Inside the IBM FlashSystem Realtime Ransomware Detection

Background

As the market for cybersecurity products explodes, we’re also beginning to see innovative approaches to detecting threats built into the infrastructure. A storage array, for example, should be able to detect data corruption. After all, storage is where your data lives. The challenge, however, is that a storage array often needs more context to know whether data is good or bad. This is because a storage device simply stores data, it doesn’t try to interpret that data.

IBM accepted the challenge of building ransomware threat detection directly into its FlashSystem storage solutions. The company is taking an innovative approach that promises to detect ransomware and other corrupt data as its written to disk, all without needing to understand the contents of that data. IBM is building this functionality directly into its storage devices. And IBM tells us that there’s more coming soon.

News: Detecting Anomalies Using Data Behavior Analysis

Three basic approaches are used to detect ransomware: detect it on the network, detect it using file signatures on servers and PCs, or detect it by looking at the behavior of the data itself—most threat detection solutions on the market focus on the first two.
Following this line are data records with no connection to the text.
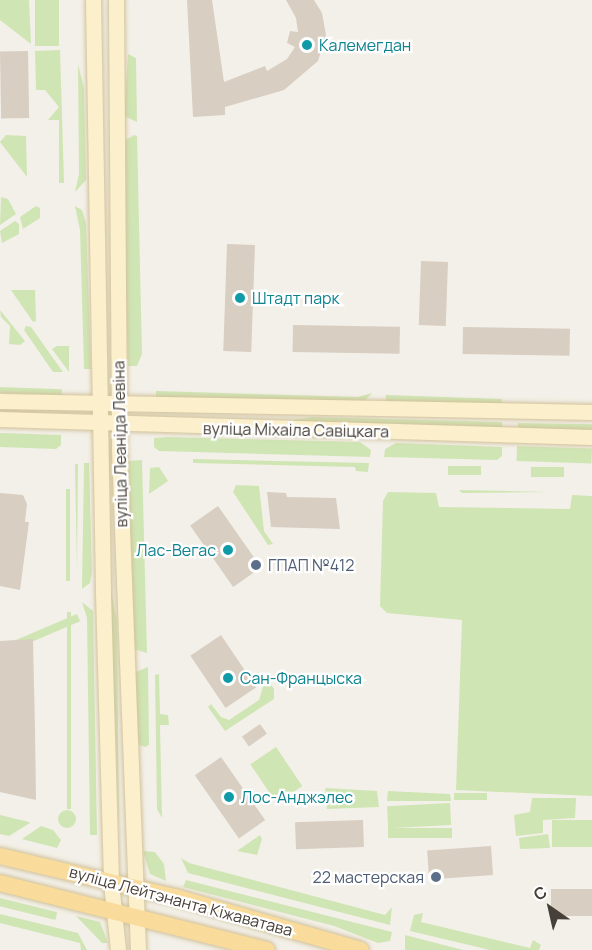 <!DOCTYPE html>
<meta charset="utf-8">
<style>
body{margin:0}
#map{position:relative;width:592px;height:950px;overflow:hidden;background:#f3f0e9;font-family:Manrope,sans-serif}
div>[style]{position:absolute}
.green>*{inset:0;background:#d0e5b4;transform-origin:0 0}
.round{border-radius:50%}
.building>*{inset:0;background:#d8cec2;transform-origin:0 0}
.roads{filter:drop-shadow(0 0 2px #d1c29a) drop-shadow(0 0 2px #d1c29a)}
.secondary>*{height:15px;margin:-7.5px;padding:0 7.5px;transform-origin:7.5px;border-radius:7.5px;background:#fcefcb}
.primary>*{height:16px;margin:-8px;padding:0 8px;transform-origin:8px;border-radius:8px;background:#f9dc9c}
.dots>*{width:16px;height:16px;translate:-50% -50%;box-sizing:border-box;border:3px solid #fff;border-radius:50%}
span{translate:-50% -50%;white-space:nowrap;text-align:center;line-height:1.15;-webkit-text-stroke:4.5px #fff;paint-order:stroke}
.culture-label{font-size:16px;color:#0d838f}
.left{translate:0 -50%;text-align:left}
.right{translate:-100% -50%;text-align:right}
.street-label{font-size:16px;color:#474038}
.service-label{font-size:16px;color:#4e5e75}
.north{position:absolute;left:520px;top:878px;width:60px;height:60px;-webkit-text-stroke:4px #fff;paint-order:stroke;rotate:326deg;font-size:16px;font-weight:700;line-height:24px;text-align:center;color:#474038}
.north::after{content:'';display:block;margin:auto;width:21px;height:27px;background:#474038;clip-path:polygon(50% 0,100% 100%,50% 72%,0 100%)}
</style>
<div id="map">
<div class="green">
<div style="clip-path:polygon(0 0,29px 0,31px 44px,0 20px)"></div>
<div style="left:35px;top:0;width:24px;height:46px"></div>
<div style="clip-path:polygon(60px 50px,64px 183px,59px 183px,59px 120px,48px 120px,59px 107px,45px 90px,36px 90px,35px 51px)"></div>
<div style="clip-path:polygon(128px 54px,136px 58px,137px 122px,124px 116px)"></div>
<div style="clip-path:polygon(78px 64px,84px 88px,86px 180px,75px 192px,79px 174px)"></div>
<div style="clip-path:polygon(6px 135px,26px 136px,27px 177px,0 142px)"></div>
<div style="clip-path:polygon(134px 135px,137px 136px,142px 354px,137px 366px,128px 366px,123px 188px,124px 141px)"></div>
<div style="clip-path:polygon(1px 197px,8px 199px,16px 214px,0 225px)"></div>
<div style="clip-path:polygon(36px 206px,40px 208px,40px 218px,23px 229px,20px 217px)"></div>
<div style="clip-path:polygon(75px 206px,82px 210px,86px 223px,91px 369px,84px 369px,80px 230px)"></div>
<div style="clip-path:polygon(15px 221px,19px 224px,19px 234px,2px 243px,0 231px)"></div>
<div style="clip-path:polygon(11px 290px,35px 290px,36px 321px,33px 322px)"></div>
<div style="clip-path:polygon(0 310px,25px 341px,20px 345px,9px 344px,10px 326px,1px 317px)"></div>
<div style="clip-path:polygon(26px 326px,31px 327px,63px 372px,53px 372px,24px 330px)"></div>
<div style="clip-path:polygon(57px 346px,69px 346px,69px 372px,52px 349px)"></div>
<div style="left:0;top:387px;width:62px;height:6px;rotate:2deg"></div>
<div style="clip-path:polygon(156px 391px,358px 397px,372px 393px,363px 403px,156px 399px)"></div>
<div style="left:386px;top:395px;width:116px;height:8px;rotate:2deg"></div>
<div style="clip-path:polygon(312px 417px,502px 422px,502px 430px,281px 422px)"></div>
<div style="left:518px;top:423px;width:74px;height:7px;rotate:1deg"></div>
<div style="clip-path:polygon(0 433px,61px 435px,61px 445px,56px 449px,0 447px)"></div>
<div style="clip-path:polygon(167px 437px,360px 442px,371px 450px,370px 457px,159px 451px,154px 447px,154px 438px)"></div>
<div style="clip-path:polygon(396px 443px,502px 447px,502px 456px,497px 460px,384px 457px,385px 449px)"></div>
<div style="left:517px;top:446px;width:75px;height:15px;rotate:2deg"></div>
<div style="clip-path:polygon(193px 459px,369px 463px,368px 472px,356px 471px,355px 467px,193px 463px)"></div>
<div style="clip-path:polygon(142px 460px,147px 653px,134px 649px,132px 642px,128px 461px)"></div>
<div style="clip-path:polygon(108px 462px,111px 591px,117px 621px,119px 833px,115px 715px,110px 689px)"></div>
<div style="clip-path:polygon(84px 463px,89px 463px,92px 572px,90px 583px,82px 589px)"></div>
<div style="clip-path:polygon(75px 464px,78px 464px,77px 572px)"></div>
<div style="left:448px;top:466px;width:33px;height:9px"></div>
<div style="clip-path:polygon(159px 467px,168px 481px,149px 494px,150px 468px)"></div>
<div style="left:531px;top:467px;width:33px;height:10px"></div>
<div style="clip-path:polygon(236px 485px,259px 486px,264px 531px,273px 544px,268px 545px,233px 492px)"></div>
<div style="left:66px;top:489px;width:4px;height:92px"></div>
<div style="clip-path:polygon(459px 490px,550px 492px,462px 493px)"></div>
<div style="clip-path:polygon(388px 492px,436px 493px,439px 507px,570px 509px,572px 495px,592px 496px,592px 796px,456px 790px,462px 620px,387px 613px,380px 606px,383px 501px)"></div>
<div style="clip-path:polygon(82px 602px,93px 611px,97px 835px,90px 835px,87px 618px)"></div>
<div style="left:67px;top:612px;width:4px;height:197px"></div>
<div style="left:77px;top:614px;width:8px;height:220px;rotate:67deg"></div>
<div style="clip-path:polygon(148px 667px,149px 745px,145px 747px,139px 745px,133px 723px,133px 673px)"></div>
<div style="clip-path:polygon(159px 674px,160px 714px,168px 715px,169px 725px,160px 725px,162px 818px,157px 809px,155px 675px)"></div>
<div style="clip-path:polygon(266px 677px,274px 689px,274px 699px,225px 731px,208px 707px,211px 704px,221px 717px,229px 720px,259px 700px)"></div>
<div style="left:276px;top:747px;width:47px;height:31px;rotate:56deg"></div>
<div style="clip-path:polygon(325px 788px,377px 791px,379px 807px,327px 809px)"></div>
<div style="clip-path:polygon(388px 791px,450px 794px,451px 801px,387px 801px)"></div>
<div style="left:487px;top:793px;width:7px;height:33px;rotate:90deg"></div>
<div style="clip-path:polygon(532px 798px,576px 798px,575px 818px,543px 820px,543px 833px,516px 836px,514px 815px,530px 812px)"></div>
<div style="left:450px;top:803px;width:22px;height:63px;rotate:87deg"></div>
<div class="round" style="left:58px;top:810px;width:18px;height:18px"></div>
<div style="clip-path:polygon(0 815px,29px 822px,30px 823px,9px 836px,0 834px)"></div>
<div style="left:592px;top:820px;width:27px;height:40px;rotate:90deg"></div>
<div style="clip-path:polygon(41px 826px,53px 830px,61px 840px,57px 848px,22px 839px)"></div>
<div style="left:452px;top:828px;width:10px;height:64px;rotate:90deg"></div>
<div style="clip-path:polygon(548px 834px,550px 848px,520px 849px,519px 838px)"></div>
<div style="clip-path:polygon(260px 835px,262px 839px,257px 855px,237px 851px)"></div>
<div style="clip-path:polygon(143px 851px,155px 852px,164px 864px,166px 881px,150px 874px)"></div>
<div style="clip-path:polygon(181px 858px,189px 863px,385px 915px,392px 907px,390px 925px,188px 873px)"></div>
<div style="clip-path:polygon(186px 880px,392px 932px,390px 941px,378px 943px,334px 926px,183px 887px)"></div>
<div style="left:0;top:898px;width:59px;height:8px;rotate:14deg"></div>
<div style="clip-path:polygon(423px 913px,421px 922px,530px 948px,533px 940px,541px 945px,539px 950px,490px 950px,410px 931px,414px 915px)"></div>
<div style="clip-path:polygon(0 914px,78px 933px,87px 950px,81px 950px,80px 943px,0 923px)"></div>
<div style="clip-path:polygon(76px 916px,100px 922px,108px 943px,102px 943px)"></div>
<div style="clip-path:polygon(405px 935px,463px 950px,405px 950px)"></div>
</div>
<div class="building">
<div style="clip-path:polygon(187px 0,212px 0,224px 82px,265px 66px,267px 71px,287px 59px,295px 47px,287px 43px,290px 31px,298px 32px,296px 18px,286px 0,314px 0,322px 13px,326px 35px,318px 61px,284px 90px,225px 107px,225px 115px,193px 117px)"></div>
<div style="left:28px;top:51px;width:67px;height:28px;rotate:89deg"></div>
<div style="left:227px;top:244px;width:28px;height:107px;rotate:2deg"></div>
<div style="left:421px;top:261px;width:27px;height:64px;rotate:2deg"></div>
<div style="left:293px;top:325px;width:107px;height:27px;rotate:1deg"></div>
<div style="left:463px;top:327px;width:107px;height:27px;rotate:1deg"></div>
<div style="clip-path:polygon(267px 492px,286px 493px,287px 497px,336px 498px,340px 529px,271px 527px)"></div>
<div style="clip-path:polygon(0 493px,23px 495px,27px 504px,25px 522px,29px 522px,20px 590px,0 586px)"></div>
<div style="left:218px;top:506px;width:75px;height:34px;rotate:55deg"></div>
<div style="left:221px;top:635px;width:63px;height:37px;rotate:56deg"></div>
<div style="clip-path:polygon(33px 639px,35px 730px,36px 800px,0 792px,0 641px)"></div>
<div style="left:260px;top:724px;width:12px;height:22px;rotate:55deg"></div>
<div style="left:221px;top:757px;width:77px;height:32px;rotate:55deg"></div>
<div style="left:363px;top:820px;width:27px;height:68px;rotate:88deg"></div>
<div style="left:491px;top:846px;width:29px;height:64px;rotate:86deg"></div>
<div style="left:592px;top:889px;width:27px;height:41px;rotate:90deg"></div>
</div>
<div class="roads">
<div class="secondary">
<div style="left:93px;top:0;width:593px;rotate:89.03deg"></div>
<div style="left:103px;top:593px;width:290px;rotate:88.4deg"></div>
<div style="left:111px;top:883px;width:67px;rotate:84deg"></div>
<div style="left:116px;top:0;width:449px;rotate:89.6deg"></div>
<div style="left:119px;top:449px;width:501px;rotate:87.83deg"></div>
<div style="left:0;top:401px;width:592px;rotate:1.06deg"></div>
<div style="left:0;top:419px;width:592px;rotate:1.74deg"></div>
</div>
<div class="primary">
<div style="left:0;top:856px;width:180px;rotate:13.2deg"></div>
<div style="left:175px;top:897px;width:193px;rotate:15.9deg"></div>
<div style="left:0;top:883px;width:275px;rotate:14.1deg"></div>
</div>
</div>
<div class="dots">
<div style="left:307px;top:45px;background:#0f9aa8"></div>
<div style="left:240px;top:298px;background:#0f9aa8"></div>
<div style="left:228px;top:550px;background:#0f9aa8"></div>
<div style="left:256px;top:565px;background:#5c6f8a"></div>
<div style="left:228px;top:678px;background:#0f9aa8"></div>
<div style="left:229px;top:797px;background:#0f9aa8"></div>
<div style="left:436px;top:877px;background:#5c6f8a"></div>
</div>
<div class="culture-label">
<span class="left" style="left:319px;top:45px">Калемегдан</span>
<span class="left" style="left:252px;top:298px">Штадт парк</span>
<span class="right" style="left:216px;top:550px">Лас-Вегас</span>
<span class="left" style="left:240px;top:678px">Сан-Францыска</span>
<span class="left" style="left:241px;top:797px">Лос-Анджэлес</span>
</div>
<div class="street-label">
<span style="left:296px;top:430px;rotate:1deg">вуліца Міхаіла Савіцкага</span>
<span style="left:120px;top:444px;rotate:-91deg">вуліца Леаніда Левіна</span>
<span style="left:181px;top:901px;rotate:15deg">вуліца Лейтэнанта Кіжаватава</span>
</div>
<div class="service-label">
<span class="left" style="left:268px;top:565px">ГПАП №412</span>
<span class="right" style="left:424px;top:877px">22 мастерская</span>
</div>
<div class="north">С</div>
</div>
The challenge with signature-based detection is that, for it to be useful, you must know the signature of every piece of malware. So it’s an on-going arms race.

IBM’s new anomaly detection capabilities focus on the behavior of the data itself without requiring specific knowledge of malware signatures. IBM uses a mathematical technique known as Shannon Entropy to detect highly random data, such as the encrypted data often used by malware.

IBM scans data as it arrives inside the FlashSystem, calculating the Shannon Entropy of the data as it enters the write cache. The system alerts the storage administrator through IBM Storage Insights if an anomaly is detected. After that, it’s up to the storage administrator to take corrective action. IBM Storage Insights allows the administrator to configure alert thresholds to fit any given environment.

IBM’s Computational Storage Approach

Scanning data in realtime is computationally expensive. So to keep its ransomware detection from impacting system performance, IBM only samples 1% of data writes. That’s statistically significant enough to detect anomalies, but it could be better.

IBM’s announcement of its new FlashSystem anomaly detection said that, sometime towards the end of the year, these capabilities will extend down to IBM’s “computational storage flash drives—FlashCore Modules—to bring detection as close to the data as possible, further reducing time to detection.” So this is something IBM has been thinking about for a while.

Last year when IBM introduced its latest third-generation FlashCore Module, I talked to IBM Fellow and FlashSystem CTO Andy Walls about the technology. Andy describes FlashCore as a computational storage device. This means that a FlashCore Module combines NAND flash, DRAM and MRAM for caching, and an astonishing amount of compute to deliver greater functionality than a traditional SSD could. It also takes some of the computationally heavy work, such as compression, from the storage array and performs that work on the drive itself. As a result, this is a very efficient and flexible architecture.

The computational part of this storage is the ARM processor cores built into a flexible and reprogrammable onboard FPGA. The primary purpose of this logic today is to manage the module’s QLC flash. Beyond making QLC enterprise-ready, the first generation of FlashCore also focused on compression. This is one of the most critical attributes of any enterprise storage array. Compression influences efficiency and cost, critical concerns for anyone in IT.

Andy said that while IBM started with compression and continues refining that capability, the goal is to offload and accelerate the storage applications where they make sense. It also promises to enable new and exciting capabilities we haven’t yet seen in a storage array.

Looking forward, a FlashCore Module could help with the problem of managing unstructured data, performing filtering, searching, and scanning at the media level.

In addition, Andy told me the processor could potentially be used to deliver realtime statistics about entropy changes of the data stored on the drive itself. This is exactly what IBM is hinting may come later this year.

Analysis

While IBM is the only storage provider building this level of realtime anomaly detection directly into its storage arrays,

Data protection and cyber-resiliency features are quickly becoming standard offerings within enterprise storage solutions. Immutable snapshots, for example, are now part of solutions from nearly every top-tier storage vendor. Scanning snapshots using entropy calculations similar to those used by IBM for anomalies is also becoming popular.

The challenge with the approaches taken by most storage solutions is that detection often happens after the fact. Once a snapshot is found to be corrupt, it may be too late. You have to work backward in time to find good data to restore. IBM’s approach closes that gap, alerting the user nearly instantly when an anomaly is detected. This happens long before the corrupted data is written to a snapshot. That’s precisely the kind of protection you want in your enterprise.

I continue to be impressed by the innovation from IBM’s storage group. The company continues to offer what is perhaps the most advanced and innovative storage technology in the industry. The new capabilities of detecting ransomware by analyzing entropy in realtime at the volume level only adds to that innovation.

Disclosure: The author is an industry analyst, and NAND Research an industry analyst firm, that engages in, or has engaged in, research, analysis, and advisory services with many technology companies, which may include those mentioned in this article. The author does not hold any equity positions with any company mentioned in this article.